Running the show in Iraq for Iran is General Qassem Soleimani, who leads the Quds Force of Iran’s Islamic Revolutionary Guard Corps, its foreign intelligence arm. Soleimani is the coordinator of Iranian support for both Syria and Iraq against ISIS as well as against other Sunni-led forces supported by Saudi Arabia. And, according to the Times, Soleimani is less willing than some of Iran’s political leaders to cooperate with the United States. Indeed, those who believe that the United States can work with Iran in Iraq while opposing Iran in Syria ought to have their heads examined. The Iraq-Syria crisis is now a single war, and one can’t end without the other. That means that Washington has to sit down with Tehran to discuss Iraq and Syria simultaneously. And since the United States isn’t part of the neighborhood, Iran’s interests in the region—in having a nonthreatening, Iran-leaning government in Iraq and an ally in Syria that can work with the pro-Iranian Hezbollah in Lebanon—are paramount. Long distance, there’s not a lot that the United States can do about any of this, other than to seek a diplomatic accord among Iran, Saudi Arabia and Turkey that takes into account all three countries’ strategic needs.

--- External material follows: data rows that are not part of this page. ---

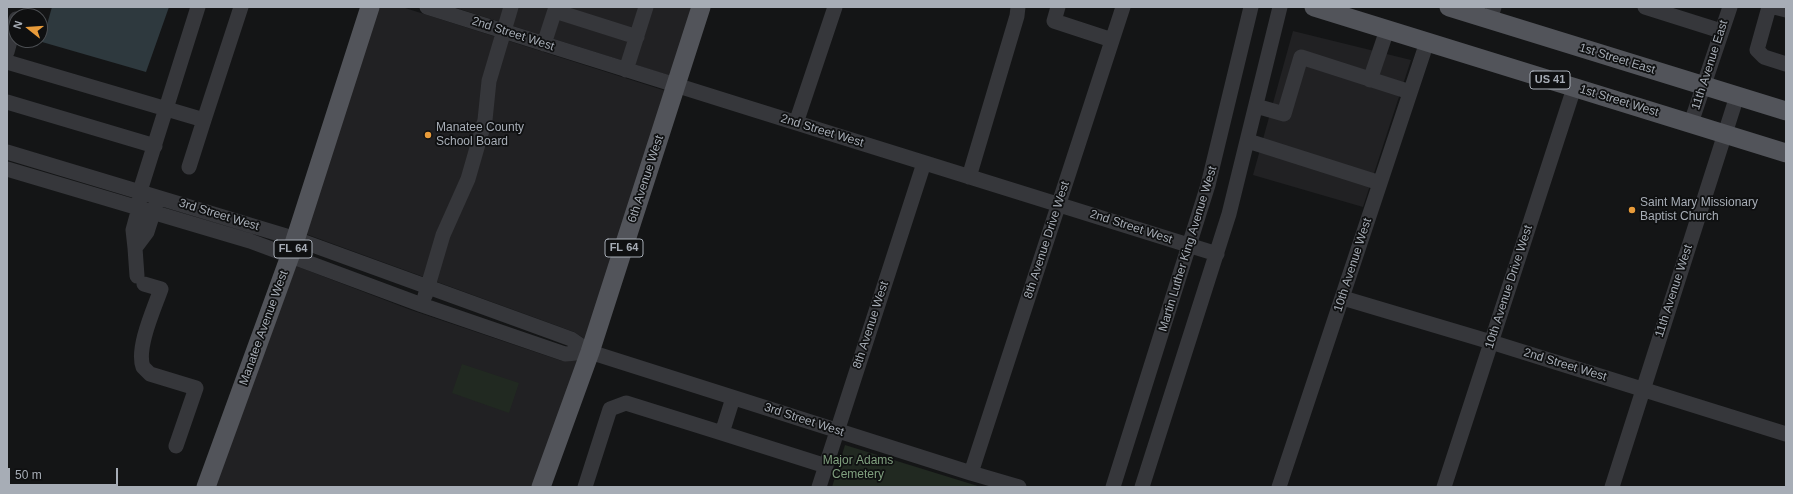 <!DOCTYPE html>
<style>
body{margin:0}
#map{position:relative;width:1793px;height:494px;overflow:hidden;background:#141516;font-family:Arial,sans-serif}
canvas{display:block}
.frame{position:absolute;inset:0;border:8px solid #a7adb6;pointer-events:none}
.north{position:absolute;left:8px;top:8px;width:40px;height:40px;box-sizing:border-box;background:#0f1011;border:1px solid #4c4f53;border-radius:50%;rotate:287deg;font-size:11px;font-weight:700;line-height:16px;text-align:center;color:#a7adb6}
.north::after{content:'';display:block;margin:auto;width:14px;height:18px;background:#e89b3a;clip-path:polygon(50% 0,100% 100%,50% 72%,0 100%)}
.scale{position:absolute;left:8px;top:468px;width:110px;height:18px;box-sizing:border-box;border:2px solid #a7adb6;border-top:0;padding-left:5px;font-size:12px;line-height:14px;white-space:nowrap;color:#a7adb6;-webkit-text-stroke:3px #0f1011;paint-order:stroke}
</style>
<div id="map">
<canvas width="1793" height="494"></canvas>
<div class="frame"></div>
<div class="north">N</div>
<div class="scale">50 m</div>
</div>
<script>
const c = document.querySelector('canvas').getContext('2d');
c.lineJoin = 'round';
function fill(path, color) { c.fillStyle = color; c.fill(path, 'evenodd'); }
function trace(path, color, width, dash) { c.strokeStyle = color; c.lineWidth = width; c.lineCap = dash ? 'butt' : 'round'; c.setLineDash(dash || []); c.stroke(path); }
function label(font, color, halo, rows, align = 'center') {
  c.font = font + ' Arial,sans-serif'; c.lineWidth = 3.5; c.setLineDash([]); c.textBaseline = 'middle'; c.strokeStyle = halo; c.fillStyle = color; for (const [text, x, y, turn = 0] of rows) {
    c.save(); c.translate(x, y); c.rotate((+turn || 0) * Math.PI / 180); c.textAlign = isNaN(turn) ? turn : align; if (halo) c.strokeText(text, 0, 0); c.fillText(text, 0, 0); c.restore();
  }
}
fill(new Path2D(`
 M379 7H402L666 91 585 339 574 332 555 325 306 234Z
 M453 7H692L671 76Z
 M1293 31 1411 60 1363 207 1253 175Z
 M296 266 411 310 562 361H578L532 487H215Z`), '#212123');
fill(new Path2D(`
 M462 364 519 383 509 413 452 393Z
 M845 445 981 487H832Z`), '#212921');
fill(new Path2D(`
 M52 7H169L146 72 42 42Z`), '#2e393e');
trace(new Path2D(`
 M427 7C690 90 954 172 1217 254
 M1058 7 1054 21 1112 40
 M1645 7 1721 31
 M1769 7 1757 50 1764 57 1786 64
 M1774 7 1786 10
 M555 11 637 37
 M1490 20 1494 7
 M544 44 556 7
 M7 52 16 19
 M7 62 204 120 241 7
 M626 70 646 7
 M1370 80 1387 30
 M7 102 155 146
 M1256 106 1284 114 1301 57 1410 92
 M796 123 835 7
 M1691 123 1730 7
 M1248 141 1380 183
 M7 152 296 239 552 332 571 339 590 352 971 473 1019 487
 M189 167 204 120
 M7 169 250 241 422 305 565 354 590 352
 M969 177 1017 16 1018 7
 M156 204 147 232 135 248 133 230 139 208 140 191 198 7
 M135 248 137 276
 M144 284 161 289C154 309 136 348 143 367L150 374 196 388 176 446
 M425 296 443 235 468 179 485 120 489 81 511 7
 M1343 298 1491 342 1786 434
 M722 433 826 466
 M971 473 1123 7
 M585 487 610 409 626 403 722 433 733 398
 M819 487 924 163
 M1113 487 1208 185 1251 7
 M1142 487 1229 214 1280 7
 M1279 487 1427 42
 M1444 487 1574 88
 M1612 487 1737 96`), '#36373b', 15);
trace(new Path2D(`
 M1314 7 1786 153
 M1449 7 1786 111
 M206 487 290 256 370 7
 M541 487 590 352 701 7`), '#52545a', 19);
for (const [x, y, r, color] of [
 [428,135,4,"#e89b3a"],
 [1632,210,4,"#e89b3a"]
]) { const dot = new Path2D(); dot.arc(x, y, r, 0, 2 * Math.PI); c.fillStyle = color; c.fill(dot); trace(dot, '#0f1011', 1.5); }
for (const [x, y, w] of [
 [1550,80,40],
 [624,248,38],
 [293,249,38]
]) { const box = new Path2D(); box.roundRect(x - w / 2, y - 9, w, 18, 3); c.fillStyle = '#0f1011'; c.fill(box); trace(box, '#a7adb6', 1); }
label('bold 11px', '#a7adb6', null, [
 ["US 41",1550,80],
 ["FL 64",624,248],
 ["FL 64",293,249]
]);
label('12px', '#a7adb6', '#0f1011', [
 ["2nd Street West",513,34,18],
 ["1st Street East",1617,59,17],
 ["11th Avenue East",1710,65,-72],
 ["1st Street West",1619,101,17],
 ["2nd Street West",822,131,17],
 ["6th Avenue West",646,179,-72],
 ["3rd Street West",219,215,17],
 ["2nd Street West",1131,227,18],
 ["8th Avenue Drive West",1047,240,-72],
 ["Martin Luther King Avenue West",1188,249,-73],
 ["10th Avenue West",1353,265,-72],
 ["10th Avenue Drive West",1509,287,-72],
 ["11th Avenue West",1674,291,-72],
 ["8th Avenue West",871,325,-72],
 ["Manatee Avenue West",264,328,-70],
 ["2nd Street West",1565,365,17],
 ["3rd Street West",804,420,18]
]);
label('12px', '#a7adb6', '#0f1011', [
 ["Manatee County",436,128],
 ["School Board",436,142],
 ["Saint Mary Missionary",1640,203],
 ["Baptist Church",1640,217]
], 'left');
label('12px', '#80a07f', '#0f1011', [
 ["Major Adams",858,461],
 ["Cemetery",858,475]
]);
</script>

Inside Iraq, a new political coalition could conceivably emerge to replace Maliki with a broader, more unifying government that could appeal to Shiites, Sunnis and Kurds. But it’s hard to see that happening until the various parties test the limits of what they can win on the ground. The ISIS forces are every day getting more support from Sunni tribal military councils and the Baath party, especially in the battle for control of Iraq’s main oil refinery/power plant complex, while Maliki is falling back on Iranian support and on uncontrollable Shiite militias, including forces led by firebrand cleric Muqtada al-Sadr. Meanwhile, the greedy Kurds—taking advantage of Baghdad’s weakness—have seized control of Kirkuk and no doubt plan further expansionism on the way to their imagined, but impossible, “independent Kurdistan.” (It’s sad to see The Nation publishing outright Kurdish propaganda, too.)
As long as Iraqi factions believe that they can win by fighting, the war will go on. In the end, perhaps some accord can be reached by which Iraq holds together, but that will depend on serious outreach by Baghdad to Sunnis (including the Baath party) and Kurds.